§ **REQUIRED WORK**: Which lines of the data contain the string "Urząd"? Show each of them.

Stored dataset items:
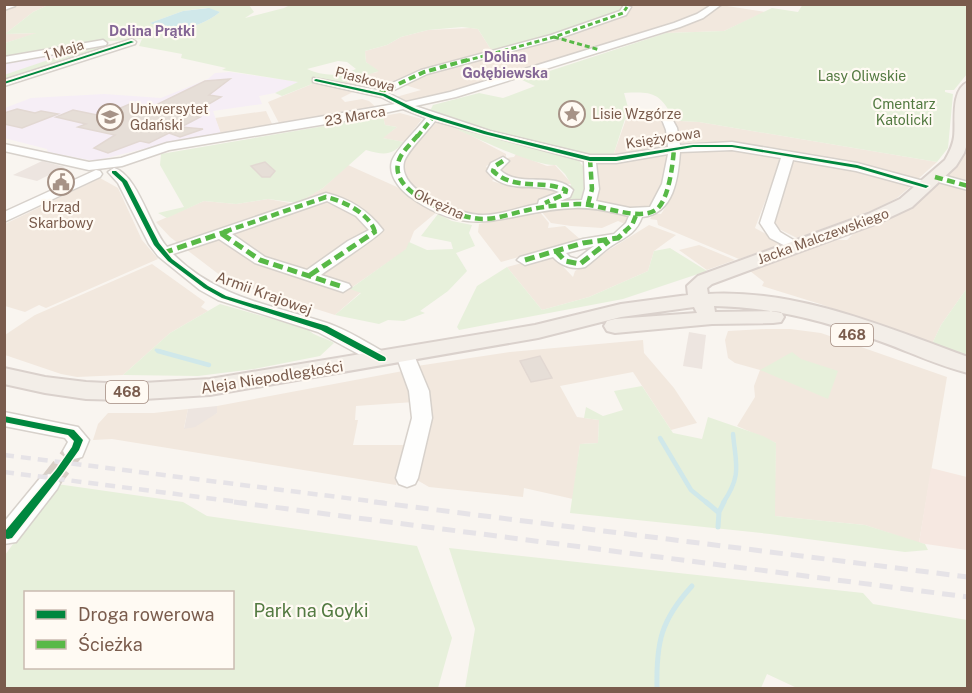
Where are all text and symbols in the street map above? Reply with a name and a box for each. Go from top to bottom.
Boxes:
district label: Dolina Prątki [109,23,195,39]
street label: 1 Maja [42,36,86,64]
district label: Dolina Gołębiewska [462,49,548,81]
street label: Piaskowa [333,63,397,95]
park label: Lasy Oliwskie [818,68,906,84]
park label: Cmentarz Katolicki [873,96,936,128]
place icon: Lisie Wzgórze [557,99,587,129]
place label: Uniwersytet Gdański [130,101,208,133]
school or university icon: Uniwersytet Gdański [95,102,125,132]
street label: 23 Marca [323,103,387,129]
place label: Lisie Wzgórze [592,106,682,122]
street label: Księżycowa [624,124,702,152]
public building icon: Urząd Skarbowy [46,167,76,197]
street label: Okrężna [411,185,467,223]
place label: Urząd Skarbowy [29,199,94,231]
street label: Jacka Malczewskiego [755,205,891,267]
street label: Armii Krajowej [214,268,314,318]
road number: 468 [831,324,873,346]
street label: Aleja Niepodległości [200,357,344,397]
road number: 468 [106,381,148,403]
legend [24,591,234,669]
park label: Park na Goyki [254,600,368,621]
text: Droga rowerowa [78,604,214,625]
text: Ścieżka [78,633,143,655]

§ **ANSWER TO THIS EXERCISE**:
public building icon: Urząd Skarbowy [46,167,76,197]
place label: Urząd Skarbowy [29,199,94,231]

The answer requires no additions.